Finnish employee pension institutions saw their solvency levels rise in the first three months of this year, even though the investment returns they generated in the period had been lower than a year before.
Data published by the Financial Supervisory Authority (FIN-FSA) showed the solvency ratio for employee pension institutions averaged 29.1% in the first quarter, up from 28.4% at the end of December.
The risk-based solvency position also strengthened to 2.2 from 2.1 over the same period, the authority said, adding that the rise in the average risk level of investment portfolios had come to a halt.
Returns on investment for the institutions, however, stood at an average of 1.6% in the first quarter, compared with 2.6% at the same time last year, said FIN-FSA.
The figures include private sector employee pension institutions such as pension insurers and pension funds and foundations, but not former local government pension fund Keva or the State Pension Fund (VER).
Meanwhile, Sweden’s AP6, Finland’s Ilmarinen and Norway’s Storebrand have all invested in Norwegian business software and services company Visma through co-investments, as the company broadens its shareholder base.
Visma said that, under its new shareholder structure, KKR would reduce its stake to 31.3% from 76%, Hg Capital would sell its 16% stake but re-invest with a new fund bringing its ownership to 31.3%, and Cinven would come in as a new investor with 31.3%.
Remaining shares will be held by Visma’s management.
Several Nordic investors will co-invest with the private equity partners, including Ilmarinen and Storebrand.
AP6, Sweden’s sixth AP pension buffer fund, said it was investing via Hg Capital’s Fund VII, buying an ownership stake of around 1.6% in Visma.
The pension fund said: “AP6’s investment is in line with the strategy of investing primarily along with other industrial and financial partners.”
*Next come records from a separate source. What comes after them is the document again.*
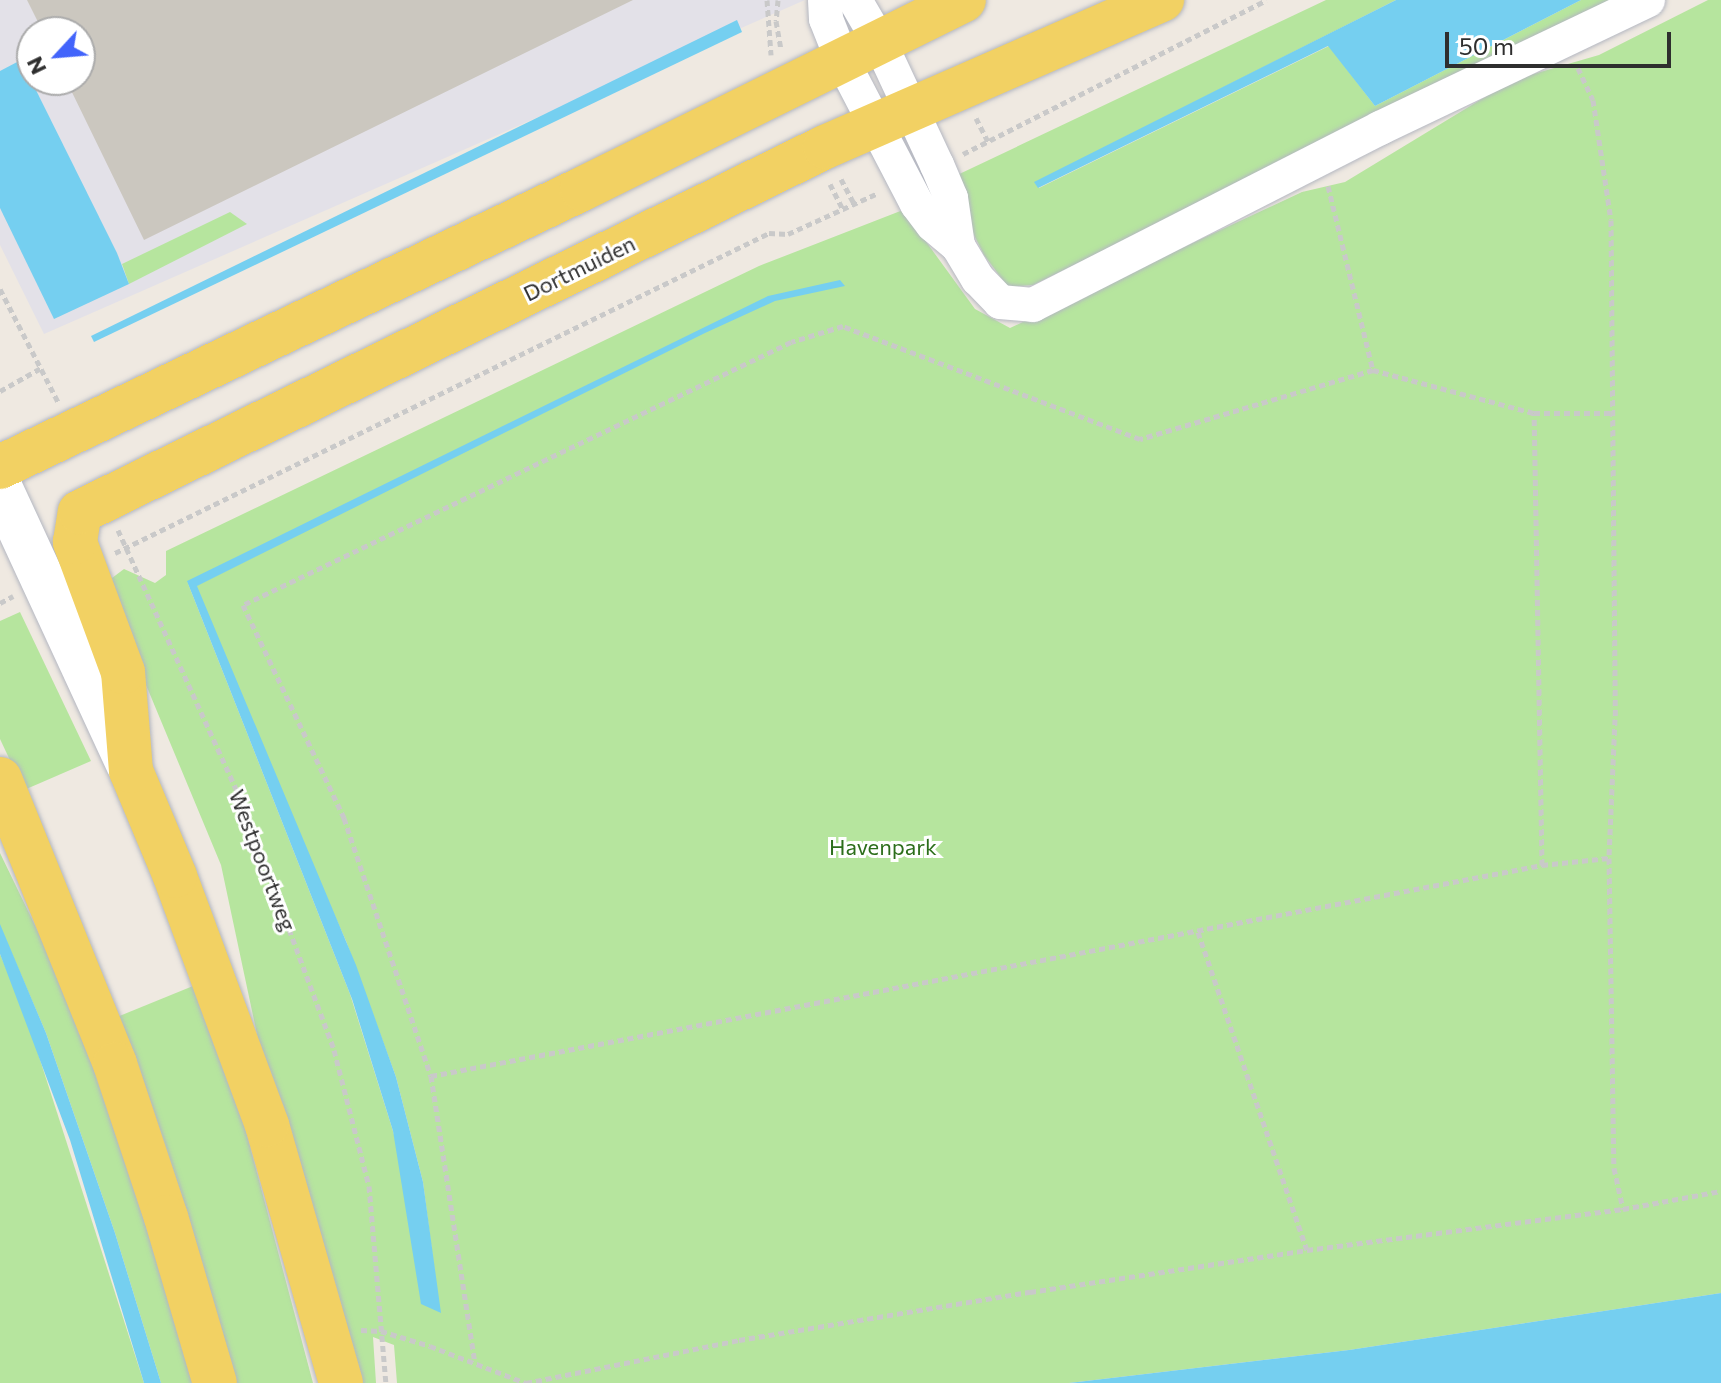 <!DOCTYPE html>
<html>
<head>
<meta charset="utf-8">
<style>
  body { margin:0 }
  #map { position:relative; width:1721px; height:1383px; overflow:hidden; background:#efe9e1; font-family:Commissioner,sans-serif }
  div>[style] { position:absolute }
  .industrial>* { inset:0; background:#e3e1e8 }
  .green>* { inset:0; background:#b6e59e }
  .water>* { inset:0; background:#75cff0 }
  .building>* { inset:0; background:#cbc7bf }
  .path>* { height:5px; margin-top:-2.5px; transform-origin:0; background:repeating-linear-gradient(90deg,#c9c9c9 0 6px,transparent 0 10px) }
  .roads { filter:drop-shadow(0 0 2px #b4b7c1) drop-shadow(0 0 2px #b4b7c1) }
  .minor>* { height:34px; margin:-17px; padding:0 17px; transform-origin:17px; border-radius:17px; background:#fff }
  .secondary>* { height:44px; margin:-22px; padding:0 22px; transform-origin:22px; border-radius:22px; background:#fff }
  .primary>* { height:44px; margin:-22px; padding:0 22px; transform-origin:22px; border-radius:22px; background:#f2d163 }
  span { translate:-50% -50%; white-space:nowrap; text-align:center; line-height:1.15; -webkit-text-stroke:6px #fff; paint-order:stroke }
  .street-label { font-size:22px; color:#2e2e2e }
  .park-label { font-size:22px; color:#2c6e1b }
  .north { position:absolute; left:16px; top:16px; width:80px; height:80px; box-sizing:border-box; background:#fff; border:2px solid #ababab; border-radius:50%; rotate:244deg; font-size:22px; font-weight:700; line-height:32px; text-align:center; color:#2e2e2e }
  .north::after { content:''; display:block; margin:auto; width:28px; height:36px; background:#4264fb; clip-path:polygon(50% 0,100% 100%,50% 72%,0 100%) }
  .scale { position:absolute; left:1445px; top:32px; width:226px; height:36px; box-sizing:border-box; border:4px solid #2e2e2e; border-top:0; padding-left:10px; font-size:24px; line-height:28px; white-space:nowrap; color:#2e2e2e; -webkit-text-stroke:6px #fff; paint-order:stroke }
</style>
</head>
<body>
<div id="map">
  <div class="industrial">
    <i style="clip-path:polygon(evenodd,0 0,805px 0,44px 334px,0 245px,0 0,32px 32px,80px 32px,80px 80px,32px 80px,32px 32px)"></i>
  </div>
  <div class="green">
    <i style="clip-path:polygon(1326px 0,1396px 0,1035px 183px,1039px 188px,1329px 46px,1375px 106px,1581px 0,1619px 0,1033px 285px,1008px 287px,984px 255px,967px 221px,953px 177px)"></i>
    <i style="clip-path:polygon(evenodd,1708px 0,1721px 0,1721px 1293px,1349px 1350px,1069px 1383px,397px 1383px,394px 1345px,373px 1337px,376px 1383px,359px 1383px,262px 1058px,221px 865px,104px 584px,124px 569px,155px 583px,166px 575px,166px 551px,759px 266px,903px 210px,975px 309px,1010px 328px,1302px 192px,1345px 182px,1513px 80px,1599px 55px,1708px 0,187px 581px,346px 941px,396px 1077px,423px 1182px,440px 1313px,393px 1131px,350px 994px,187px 581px)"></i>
    <i style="clip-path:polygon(230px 212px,247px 224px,129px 284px,122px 264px)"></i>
    <i style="clip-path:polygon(20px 612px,91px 761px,24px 790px,0 739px,0 621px)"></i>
    <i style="clip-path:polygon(0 853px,63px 983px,101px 1087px,197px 1383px,161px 1383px,115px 1233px,46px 1033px,0 926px)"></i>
    <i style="clip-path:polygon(0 954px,25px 1013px,144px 1383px,0 1383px)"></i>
    <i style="clip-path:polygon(193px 986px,244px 1124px,313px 1383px,232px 1383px,117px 1017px)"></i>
  </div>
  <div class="water">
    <i style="clip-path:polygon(1396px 0,1581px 0,1375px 106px,1328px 46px,1038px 188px,1034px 182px)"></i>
    <i style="clip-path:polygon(737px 20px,742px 32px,94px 342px,91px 336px)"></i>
    <i style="clip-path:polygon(21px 60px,117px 253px,129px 284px,54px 319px,0 208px,0 71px)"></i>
    <i style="clip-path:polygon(840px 280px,845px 286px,775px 301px,705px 333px,197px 586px,356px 965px,396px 1077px,423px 1182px,441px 1313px,421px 1304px,393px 1131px,352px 999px,187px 581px,768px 296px)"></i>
    <i style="clip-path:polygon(0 924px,46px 1033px,115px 1233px,161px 1383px,144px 1383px,70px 1140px,0 954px)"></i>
    <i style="clip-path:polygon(1721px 1293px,1721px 1383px,1069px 1383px,1349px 1350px)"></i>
  </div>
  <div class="building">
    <i style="clip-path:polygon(27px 0,633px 0,144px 240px,66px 80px,80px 80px,80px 32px,43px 32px)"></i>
  </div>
  <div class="path">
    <i style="left:767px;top:0;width:55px;rotate:85.8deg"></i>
    <i style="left:778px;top:0;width:21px;rotate:95deg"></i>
    <i style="left:776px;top:21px;width:29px;rotate:80deg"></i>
    <i style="left:1578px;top:68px;width:35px;rotate:65deg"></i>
    <i style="left:1593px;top:100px;width:121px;rotate:81.5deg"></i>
    <i style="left:1611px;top:220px;width:499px;rotate:89.5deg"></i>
    <i style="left:1615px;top:719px;width:139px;rotate:92.5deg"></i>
    <i style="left:1609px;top:858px;width:310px;rotate:89.1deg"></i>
    <i style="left:1614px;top:1168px;width:42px;rotate:77.6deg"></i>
    <i style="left:976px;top:118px;width:27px;rotate:63deg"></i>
    <i style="left:963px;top:154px;width:340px;rotate:-26.9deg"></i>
    <i style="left:841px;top:179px;width:30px;rotate:62deg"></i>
    <i style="left:830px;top:184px;width:29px;rotate:63deg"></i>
    <i style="left:1328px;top:186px;width:189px;rotate:76.3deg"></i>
    <i style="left:1373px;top:370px;width:167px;rotate:15deg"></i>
    <i style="left:0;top:289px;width:127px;rotate:62.8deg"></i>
    <i style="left:1373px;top:370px;width:243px;rotate:163.5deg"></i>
    <i style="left:1140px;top:439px;width:318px;rotate:-159.2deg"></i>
    <i style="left:843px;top:326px;width:54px;rotate:162.9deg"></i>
    <i style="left:791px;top:342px;width:608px;rotate:154.36deg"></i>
    <i style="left:243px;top:605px;width:236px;rotate:64.6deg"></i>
    <i style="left:344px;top:818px;width:272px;rotate:71.4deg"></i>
    <i style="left:431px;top:1076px;width:1131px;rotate:-10.75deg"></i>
    <i style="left:1542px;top:865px;width:67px;rotate:-6deg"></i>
    <i style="left:0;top:391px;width:47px;rotate:-29.3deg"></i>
    <i style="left:118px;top:530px;width:294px;rotate:65.5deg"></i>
    <i style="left:240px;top:798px;width:269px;rotate:69.5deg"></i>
    <i style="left:334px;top:1050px;width:140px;rotate:75.6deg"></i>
    <i style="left:369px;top:1186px;width:198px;rotate:85.1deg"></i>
    <i style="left:115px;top:553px;width:728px;rotate:-26.07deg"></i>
    <i style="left:769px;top:233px;width:19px;rotate:3deg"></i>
    <i style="left:788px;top:234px;width:99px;rotate:-24.5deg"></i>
    <i style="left:0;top:603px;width:15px;rotate:-28deg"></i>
    <i style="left:1542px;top:865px;width:452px;rotate:-91deg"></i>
    <i style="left:1534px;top:413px;width:78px"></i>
    <i style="left:1198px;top:932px;width:336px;rotate:71.1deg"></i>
    <i style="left:431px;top:1076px;width:289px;rotate:81.3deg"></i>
    <i style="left:361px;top:1330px;width:20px;rotate:3deg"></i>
    <i style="left:381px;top:1331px;width:51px;rotate:17deg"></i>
    <i style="left:430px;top:1346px;width:103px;rotate:21.1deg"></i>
    <i style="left:526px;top:1383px;width:217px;rotate:-11.4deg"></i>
    <i style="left:739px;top:1340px;width:295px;rotate:-9.4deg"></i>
    <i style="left:1030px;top:1292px;width:280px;rotate:-8.6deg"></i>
    <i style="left:1307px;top:1250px;width:319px;rotate:-7.4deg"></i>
    <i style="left:1623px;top:1209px;width:100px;rotate:-10.4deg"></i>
  </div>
  <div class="roads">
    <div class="minor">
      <i style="left:825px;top:0;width:19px;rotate:87deg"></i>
      <i style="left:826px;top:19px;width:46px;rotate:68.4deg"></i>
      <i style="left:843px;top:62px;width:160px;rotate:62.5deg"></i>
      <i style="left:917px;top:204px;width:26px;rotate:53deg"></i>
      <i style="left:933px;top:225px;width:33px;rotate:40deg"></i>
      <i style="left:958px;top:246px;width:39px;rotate:59deg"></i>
      <i style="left:978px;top:279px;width:32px;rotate:46deg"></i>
      <i style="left:1000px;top:302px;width:33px;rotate:5deg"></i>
      <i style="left:1033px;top:305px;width:390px;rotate:-27deg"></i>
      <i style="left:1380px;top:128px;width:297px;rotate:-25.5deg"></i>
      <i style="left:855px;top:0;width:50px;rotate:59.8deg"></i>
      <i style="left:880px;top:43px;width:135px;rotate:65deg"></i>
      <i style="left:937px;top:165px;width:36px;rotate:67deg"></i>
      <i style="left:951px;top:198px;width:49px;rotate:81.7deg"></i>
    </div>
    <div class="secondary">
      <i style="left:0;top:487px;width:305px;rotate:65.2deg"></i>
    </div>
    <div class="primary">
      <i style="left:0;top:467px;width:645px;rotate:-25.53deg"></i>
      <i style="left:582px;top:189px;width:426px;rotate:-26.3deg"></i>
      <i style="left:0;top:779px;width:307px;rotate:68deg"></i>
      <i style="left:115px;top:1064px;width:161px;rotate:71.6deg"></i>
      <i style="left:166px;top:1217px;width:173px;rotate:73.6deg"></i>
      <i style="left:341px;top:1383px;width:268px;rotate:-106deg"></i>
      <i style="left:267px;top:1125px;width:265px;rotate:-110.3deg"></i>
      <i style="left:175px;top:876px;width:114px;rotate:-112.7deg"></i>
      <i style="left:131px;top:771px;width:99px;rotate:-94.6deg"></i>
      <i style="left:123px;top:672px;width:139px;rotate:-110.3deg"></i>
      <i style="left:75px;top:542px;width:30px;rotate:-81deg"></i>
      <i style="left:80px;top:512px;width:830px;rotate:-26.1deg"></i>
      <i style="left:825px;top:147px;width:368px;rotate:-23.6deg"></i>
    </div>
  </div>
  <div class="street-label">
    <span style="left:579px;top:268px;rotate:-26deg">Dortmuiden</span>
    <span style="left:263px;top:860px;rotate:69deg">Westpoortweg</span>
  </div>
  <div class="park-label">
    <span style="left:883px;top:847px">Havenpark</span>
  </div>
  <div class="north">N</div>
  <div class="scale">50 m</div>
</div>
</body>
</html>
AP6, which only invests in private equity, declined to say how much the deal was worth.
But it did say the business was valued at NOK21bn (€2.6bn), which would suggest the investment cost around NOK300m.
In other news, AMF Fastigheter, the real estate arm of Swedish pension fund AMF, said it had sold its last remaining Gothenburg property as it sharpened its focus on Stockholm’s property market.
AMF Fastigheter said it sold office property Gårda 13:6, located in the Gårda area of Sweden’s second city, for around SEK950m (€105m) to Niam.
It said this was the last property it still owned in Gothenburg, and that its real estate ownership would now be concentrated in the Stockholm region.
Fredrik Ronvall, head of transactions at AMF Real Estate, said: “Instead of building up our own administrative organisation in Gothenburg, we have now decided to focus our investments on the Stockholm region.”
He said Stockholm was one of Europe’s fastest growing cities and the pension fund expected it to develop strongly in the future.
“One of AMF’s main driving forces is to revitalise and develop Stockholm, and we are doing this in close cooperation with the Stockholm city council and other property owners,” Ronvall said.